/---
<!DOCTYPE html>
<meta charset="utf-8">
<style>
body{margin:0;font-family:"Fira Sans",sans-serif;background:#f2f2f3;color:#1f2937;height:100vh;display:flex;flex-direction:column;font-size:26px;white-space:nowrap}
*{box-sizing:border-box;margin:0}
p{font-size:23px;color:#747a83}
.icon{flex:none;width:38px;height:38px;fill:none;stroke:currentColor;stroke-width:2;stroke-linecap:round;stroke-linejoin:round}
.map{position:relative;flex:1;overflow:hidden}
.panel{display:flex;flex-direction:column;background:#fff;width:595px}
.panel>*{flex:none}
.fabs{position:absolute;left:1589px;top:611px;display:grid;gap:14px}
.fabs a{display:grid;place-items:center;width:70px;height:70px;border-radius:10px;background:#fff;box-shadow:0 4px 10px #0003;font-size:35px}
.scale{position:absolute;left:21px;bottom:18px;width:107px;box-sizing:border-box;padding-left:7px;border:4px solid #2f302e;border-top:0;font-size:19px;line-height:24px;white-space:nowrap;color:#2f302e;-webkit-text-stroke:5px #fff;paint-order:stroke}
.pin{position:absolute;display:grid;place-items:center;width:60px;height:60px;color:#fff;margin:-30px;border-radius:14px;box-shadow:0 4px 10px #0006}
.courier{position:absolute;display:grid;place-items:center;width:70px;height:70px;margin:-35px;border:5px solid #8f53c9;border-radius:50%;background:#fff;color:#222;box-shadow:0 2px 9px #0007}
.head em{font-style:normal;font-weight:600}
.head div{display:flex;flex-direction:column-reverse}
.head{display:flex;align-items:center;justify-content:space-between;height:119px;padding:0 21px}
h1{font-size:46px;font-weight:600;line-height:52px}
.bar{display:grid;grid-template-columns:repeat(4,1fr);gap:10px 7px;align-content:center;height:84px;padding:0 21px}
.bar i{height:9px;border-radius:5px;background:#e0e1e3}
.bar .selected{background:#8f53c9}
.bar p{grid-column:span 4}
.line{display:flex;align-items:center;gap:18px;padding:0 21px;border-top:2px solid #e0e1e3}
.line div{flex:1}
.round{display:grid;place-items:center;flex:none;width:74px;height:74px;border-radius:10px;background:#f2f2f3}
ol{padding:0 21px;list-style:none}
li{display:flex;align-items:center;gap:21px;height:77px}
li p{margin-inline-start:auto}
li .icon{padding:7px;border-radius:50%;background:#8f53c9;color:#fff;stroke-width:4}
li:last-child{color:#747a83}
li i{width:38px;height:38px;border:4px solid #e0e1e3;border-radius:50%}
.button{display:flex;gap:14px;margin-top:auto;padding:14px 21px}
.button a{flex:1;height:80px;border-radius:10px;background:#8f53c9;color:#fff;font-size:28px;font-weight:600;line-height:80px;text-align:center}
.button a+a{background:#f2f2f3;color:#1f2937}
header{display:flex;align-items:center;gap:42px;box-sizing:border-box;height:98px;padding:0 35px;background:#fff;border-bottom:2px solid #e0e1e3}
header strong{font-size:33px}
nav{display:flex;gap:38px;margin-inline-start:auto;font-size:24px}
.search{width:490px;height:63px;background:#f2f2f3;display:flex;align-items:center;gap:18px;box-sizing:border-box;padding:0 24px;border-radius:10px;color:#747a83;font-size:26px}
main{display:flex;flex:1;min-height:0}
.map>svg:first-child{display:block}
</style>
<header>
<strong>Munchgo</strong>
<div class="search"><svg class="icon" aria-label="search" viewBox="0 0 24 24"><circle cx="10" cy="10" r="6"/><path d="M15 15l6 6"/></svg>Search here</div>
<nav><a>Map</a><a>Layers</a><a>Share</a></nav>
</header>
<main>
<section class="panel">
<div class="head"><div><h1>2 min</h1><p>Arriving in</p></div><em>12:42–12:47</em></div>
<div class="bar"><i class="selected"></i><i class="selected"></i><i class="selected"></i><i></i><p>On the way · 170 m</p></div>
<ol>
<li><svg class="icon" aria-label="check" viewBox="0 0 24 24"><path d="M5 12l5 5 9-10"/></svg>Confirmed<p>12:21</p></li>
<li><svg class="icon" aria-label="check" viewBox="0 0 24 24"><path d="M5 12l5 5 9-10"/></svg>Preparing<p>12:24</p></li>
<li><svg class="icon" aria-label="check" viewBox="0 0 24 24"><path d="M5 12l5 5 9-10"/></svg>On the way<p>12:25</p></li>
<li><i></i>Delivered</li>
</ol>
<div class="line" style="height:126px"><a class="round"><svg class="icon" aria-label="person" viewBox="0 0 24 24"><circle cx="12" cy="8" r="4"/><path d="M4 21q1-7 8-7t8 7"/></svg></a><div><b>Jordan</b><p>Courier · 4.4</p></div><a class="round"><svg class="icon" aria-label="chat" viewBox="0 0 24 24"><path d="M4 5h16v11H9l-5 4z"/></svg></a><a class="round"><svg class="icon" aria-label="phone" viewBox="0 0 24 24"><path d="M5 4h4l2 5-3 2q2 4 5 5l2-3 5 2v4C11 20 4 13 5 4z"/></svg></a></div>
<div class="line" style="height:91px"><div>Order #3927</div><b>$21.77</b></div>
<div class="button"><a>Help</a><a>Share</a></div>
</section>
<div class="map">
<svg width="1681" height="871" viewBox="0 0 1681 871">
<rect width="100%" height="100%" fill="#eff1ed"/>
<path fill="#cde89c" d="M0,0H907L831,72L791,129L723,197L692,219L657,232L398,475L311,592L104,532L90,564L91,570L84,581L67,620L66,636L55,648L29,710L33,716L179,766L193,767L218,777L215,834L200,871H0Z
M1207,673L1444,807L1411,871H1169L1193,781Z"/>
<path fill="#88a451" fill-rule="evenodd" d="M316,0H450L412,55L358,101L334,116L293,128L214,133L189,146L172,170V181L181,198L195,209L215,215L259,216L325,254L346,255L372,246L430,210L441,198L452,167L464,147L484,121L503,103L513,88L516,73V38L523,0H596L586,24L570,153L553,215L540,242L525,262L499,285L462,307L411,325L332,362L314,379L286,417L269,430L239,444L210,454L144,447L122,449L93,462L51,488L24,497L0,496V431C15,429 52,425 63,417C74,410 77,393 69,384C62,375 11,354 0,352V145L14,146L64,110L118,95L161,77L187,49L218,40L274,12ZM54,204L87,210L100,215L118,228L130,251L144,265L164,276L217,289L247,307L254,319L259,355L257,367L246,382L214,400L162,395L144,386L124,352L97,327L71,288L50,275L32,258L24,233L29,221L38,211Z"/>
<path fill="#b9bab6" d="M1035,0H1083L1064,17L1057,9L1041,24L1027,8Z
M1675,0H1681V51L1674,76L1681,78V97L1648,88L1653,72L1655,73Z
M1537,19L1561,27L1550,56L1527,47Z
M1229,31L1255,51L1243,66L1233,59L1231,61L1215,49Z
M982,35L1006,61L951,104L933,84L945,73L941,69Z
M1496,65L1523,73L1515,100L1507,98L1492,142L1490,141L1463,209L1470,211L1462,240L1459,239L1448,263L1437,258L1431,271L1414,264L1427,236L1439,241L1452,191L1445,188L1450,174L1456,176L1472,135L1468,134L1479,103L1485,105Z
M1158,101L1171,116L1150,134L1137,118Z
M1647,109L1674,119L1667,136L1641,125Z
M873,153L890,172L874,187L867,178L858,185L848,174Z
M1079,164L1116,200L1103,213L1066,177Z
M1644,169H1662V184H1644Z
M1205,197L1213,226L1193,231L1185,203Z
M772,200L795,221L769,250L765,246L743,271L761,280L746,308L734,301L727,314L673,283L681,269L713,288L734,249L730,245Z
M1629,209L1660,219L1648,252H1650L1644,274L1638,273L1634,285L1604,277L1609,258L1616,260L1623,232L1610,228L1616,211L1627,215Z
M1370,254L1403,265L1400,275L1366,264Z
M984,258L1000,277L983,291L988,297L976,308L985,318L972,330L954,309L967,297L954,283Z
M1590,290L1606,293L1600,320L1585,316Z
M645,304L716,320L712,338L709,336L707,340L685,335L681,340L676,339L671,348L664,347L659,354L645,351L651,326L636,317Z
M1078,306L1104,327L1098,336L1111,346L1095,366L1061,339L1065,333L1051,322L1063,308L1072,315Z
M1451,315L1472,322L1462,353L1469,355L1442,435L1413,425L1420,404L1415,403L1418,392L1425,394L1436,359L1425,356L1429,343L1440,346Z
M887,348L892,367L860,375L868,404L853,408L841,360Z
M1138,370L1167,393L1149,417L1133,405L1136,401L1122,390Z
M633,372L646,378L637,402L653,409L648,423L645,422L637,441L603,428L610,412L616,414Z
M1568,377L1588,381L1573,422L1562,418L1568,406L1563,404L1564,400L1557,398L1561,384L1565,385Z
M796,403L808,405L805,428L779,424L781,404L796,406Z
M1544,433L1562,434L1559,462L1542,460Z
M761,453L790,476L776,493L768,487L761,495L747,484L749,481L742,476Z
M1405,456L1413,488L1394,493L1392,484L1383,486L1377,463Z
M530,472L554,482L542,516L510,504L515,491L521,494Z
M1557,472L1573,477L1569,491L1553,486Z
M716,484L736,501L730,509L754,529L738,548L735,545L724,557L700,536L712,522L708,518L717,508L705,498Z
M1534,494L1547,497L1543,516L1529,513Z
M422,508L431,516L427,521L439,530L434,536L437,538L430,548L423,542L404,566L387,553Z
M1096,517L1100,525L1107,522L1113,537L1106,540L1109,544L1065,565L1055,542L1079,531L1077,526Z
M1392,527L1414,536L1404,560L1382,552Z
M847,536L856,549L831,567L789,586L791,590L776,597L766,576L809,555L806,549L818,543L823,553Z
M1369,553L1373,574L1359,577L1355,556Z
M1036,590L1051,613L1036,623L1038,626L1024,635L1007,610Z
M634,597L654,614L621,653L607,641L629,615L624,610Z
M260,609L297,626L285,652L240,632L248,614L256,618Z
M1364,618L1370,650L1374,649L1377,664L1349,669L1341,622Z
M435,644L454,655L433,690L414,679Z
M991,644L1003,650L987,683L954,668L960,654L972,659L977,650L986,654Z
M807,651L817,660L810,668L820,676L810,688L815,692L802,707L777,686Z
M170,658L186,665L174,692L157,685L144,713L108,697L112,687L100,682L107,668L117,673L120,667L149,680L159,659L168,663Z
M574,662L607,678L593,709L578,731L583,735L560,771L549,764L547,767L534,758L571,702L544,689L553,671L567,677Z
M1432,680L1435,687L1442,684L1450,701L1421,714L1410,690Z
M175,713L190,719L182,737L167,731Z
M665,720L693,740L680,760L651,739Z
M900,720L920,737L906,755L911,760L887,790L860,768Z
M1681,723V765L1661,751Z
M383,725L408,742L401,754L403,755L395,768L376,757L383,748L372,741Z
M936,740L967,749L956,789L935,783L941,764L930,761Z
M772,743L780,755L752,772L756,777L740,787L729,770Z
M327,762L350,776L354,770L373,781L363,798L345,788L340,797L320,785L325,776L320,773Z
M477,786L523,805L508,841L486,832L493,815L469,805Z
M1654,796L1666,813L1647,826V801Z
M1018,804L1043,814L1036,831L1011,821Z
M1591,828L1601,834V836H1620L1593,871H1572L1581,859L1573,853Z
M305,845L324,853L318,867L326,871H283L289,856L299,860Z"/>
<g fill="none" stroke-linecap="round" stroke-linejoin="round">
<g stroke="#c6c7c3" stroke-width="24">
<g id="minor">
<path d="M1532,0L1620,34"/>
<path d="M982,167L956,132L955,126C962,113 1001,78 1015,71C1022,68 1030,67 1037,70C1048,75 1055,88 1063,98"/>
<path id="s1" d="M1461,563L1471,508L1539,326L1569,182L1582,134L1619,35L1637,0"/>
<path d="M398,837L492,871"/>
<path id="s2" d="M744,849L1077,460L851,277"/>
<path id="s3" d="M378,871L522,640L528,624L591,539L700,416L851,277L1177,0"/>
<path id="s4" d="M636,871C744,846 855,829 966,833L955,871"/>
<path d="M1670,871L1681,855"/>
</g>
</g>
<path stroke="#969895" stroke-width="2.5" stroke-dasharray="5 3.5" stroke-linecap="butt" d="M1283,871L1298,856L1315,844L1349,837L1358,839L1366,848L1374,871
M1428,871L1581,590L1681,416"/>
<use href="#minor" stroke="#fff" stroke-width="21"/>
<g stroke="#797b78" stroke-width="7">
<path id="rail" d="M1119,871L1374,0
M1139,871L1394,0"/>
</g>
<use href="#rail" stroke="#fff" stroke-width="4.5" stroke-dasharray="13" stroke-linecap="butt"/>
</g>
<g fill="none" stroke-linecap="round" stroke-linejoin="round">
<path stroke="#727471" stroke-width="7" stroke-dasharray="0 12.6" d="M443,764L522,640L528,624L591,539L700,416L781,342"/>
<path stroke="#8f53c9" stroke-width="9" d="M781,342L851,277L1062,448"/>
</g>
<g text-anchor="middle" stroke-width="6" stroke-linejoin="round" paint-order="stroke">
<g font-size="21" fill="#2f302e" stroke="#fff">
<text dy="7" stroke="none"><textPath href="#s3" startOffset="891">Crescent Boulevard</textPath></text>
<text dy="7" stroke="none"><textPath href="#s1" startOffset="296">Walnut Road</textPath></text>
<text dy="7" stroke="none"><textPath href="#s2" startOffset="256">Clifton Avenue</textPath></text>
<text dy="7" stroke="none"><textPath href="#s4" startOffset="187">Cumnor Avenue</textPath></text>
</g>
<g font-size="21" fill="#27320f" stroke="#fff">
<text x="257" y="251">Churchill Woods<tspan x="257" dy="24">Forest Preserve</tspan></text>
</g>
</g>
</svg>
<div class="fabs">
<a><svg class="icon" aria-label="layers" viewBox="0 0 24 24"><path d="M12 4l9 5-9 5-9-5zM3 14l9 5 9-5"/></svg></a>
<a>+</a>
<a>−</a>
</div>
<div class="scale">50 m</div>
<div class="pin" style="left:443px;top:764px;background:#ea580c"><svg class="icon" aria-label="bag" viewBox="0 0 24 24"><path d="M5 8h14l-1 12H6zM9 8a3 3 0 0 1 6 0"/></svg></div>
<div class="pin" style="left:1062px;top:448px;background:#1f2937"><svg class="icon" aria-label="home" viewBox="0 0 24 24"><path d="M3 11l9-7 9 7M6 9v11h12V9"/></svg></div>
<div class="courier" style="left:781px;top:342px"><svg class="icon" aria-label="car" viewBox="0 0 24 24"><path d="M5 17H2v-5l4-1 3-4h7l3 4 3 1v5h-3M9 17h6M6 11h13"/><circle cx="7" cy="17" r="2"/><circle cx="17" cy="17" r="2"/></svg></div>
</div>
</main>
\---
Find every line in the records that has the word "panel". Copy those lines.

● **Your solution**:
.panel{display:flex;flex-direction:column;background:#fff;width:595px}
.panel>*{flex:none}
<section class="panel">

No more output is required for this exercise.